The Brewers’ Arnold, however, said that “it’s getting harder” to achieve those results.

“It takes a lot of time, it takes a lot of work to get to where we are, and a really good team of people,” Arnold said. “It’s the combination of working around the clock in every space to make sure that they’re very good. When you stare at just the payroll itself, I think that that can make you feel uneasy. But there were also a lot of teams that didn’t even get in the playoffs that spent a lot of money. So it’s not just the money, it’s how you use it.”

Manfred’s position is that, at the least, the sport has a perception problem that causes fans in smaller markets to doubt their team’s chances. One club executive went further.

“If the goal is to have success determined by things other than your revenue, we are far from that right now,” said a National League GM who was granted anonymity to speak candidly.

Baseball is famously random. In other sports, the NL executive pointed out, the best players have greater influence.

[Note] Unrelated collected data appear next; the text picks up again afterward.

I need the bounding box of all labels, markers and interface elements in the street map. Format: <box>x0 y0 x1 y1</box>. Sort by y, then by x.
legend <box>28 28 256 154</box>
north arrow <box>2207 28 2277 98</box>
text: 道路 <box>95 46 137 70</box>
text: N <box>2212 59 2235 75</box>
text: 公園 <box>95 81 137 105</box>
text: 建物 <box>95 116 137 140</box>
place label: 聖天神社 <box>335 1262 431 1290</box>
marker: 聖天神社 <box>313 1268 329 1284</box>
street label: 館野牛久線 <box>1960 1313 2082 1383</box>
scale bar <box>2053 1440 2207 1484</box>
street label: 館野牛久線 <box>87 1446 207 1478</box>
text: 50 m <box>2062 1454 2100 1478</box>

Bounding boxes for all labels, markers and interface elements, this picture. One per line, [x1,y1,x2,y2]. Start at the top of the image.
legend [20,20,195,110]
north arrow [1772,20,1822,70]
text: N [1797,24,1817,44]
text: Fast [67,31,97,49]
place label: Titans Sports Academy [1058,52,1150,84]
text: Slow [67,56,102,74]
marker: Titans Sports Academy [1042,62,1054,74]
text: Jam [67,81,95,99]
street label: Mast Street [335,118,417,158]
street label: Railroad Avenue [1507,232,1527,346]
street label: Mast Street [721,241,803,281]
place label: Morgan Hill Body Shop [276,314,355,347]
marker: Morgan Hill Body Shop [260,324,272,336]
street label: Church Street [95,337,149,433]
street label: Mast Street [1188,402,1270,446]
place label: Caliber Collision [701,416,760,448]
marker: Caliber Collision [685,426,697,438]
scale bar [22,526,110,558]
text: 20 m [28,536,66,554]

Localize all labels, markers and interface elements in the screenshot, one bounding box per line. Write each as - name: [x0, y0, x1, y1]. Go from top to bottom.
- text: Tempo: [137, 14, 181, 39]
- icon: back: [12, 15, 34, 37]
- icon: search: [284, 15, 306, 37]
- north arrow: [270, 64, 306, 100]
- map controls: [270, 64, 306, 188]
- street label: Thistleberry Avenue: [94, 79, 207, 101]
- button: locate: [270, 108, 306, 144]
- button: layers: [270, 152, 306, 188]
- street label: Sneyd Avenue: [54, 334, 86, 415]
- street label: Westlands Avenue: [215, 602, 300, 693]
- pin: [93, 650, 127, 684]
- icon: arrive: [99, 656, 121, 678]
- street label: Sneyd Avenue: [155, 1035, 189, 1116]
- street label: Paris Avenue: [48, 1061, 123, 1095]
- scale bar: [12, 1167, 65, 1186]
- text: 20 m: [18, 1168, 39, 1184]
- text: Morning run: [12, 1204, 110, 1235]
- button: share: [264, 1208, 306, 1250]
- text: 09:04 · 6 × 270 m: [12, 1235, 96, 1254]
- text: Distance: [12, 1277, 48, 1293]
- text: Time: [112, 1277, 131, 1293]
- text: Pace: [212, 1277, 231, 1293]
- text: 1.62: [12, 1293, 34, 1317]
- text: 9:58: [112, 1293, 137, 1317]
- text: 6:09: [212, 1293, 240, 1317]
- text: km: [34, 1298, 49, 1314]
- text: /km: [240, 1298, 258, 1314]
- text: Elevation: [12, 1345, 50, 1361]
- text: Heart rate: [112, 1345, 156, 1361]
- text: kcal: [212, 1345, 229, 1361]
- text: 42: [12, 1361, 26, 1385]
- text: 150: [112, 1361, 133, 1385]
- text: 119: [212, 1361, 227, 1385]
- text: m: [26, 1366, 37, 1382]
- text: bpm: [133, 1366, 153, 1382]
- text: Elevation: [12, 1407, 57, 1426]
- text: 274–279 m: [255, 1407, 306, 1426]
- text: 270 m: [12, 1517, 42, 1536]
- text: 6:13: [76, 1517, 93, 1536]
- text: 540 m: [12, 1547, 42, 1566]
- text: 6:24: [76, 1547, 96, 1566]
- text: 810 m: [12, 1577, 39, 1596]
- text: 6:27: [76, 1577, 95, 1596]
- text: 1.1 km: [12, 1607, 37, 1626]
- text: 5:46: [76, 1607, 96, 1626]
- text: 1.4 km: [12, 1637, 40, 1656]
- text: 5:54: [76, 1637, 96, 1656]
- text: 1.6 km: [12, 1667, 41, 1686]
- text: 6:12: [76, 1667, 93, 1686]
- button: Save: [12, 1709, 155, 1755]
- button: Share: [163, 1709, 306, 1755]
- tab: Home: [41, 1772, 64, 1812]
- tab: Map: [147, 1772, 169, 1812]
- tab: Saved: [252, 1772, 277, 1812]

“You have LeBron (James) on your team, you can win a title. You don’t, you probably can’t. If you have Lamar Jackson on your team, you’re good. If you don’t, you’re looking for Lamar Jackson,” the GM said. “There is no equivalent in baseball, and so it’s hard to disentangle the inherent structure of the economics from the actual game itself, where the best player in baseball is worth, what, 10 wins?

“But if we really want to ensure true parity, and truly everybody having a chance to win — not equally, but based on things other than how much money you have to spend — I don’t think we’re in that situation.”

The Pittsburgh Pirates spent about $85 million last season, good for the fifth-lowest payroll in the sport, and are an easy example of small-market plight. They haven’t won a World Series since 1979.

“Wish it was different, right?” Pirates general manager Ben Cherington said of the sport’s competitive balance. “If I’ve got my Pirates hat on, obviously, there’s things that we’d love to see different in the economic model of the game. But there are ways to win baseball games, whether you’re the Pirates or the Mets or any other team. That’s the job, you got to figure out a way to do it. It’s proven you can do that. We got to do our jobs really well, and that’s the fun of it.”

The big-market New York Mets, whom Cherington referenced? They haven’t won since 1986.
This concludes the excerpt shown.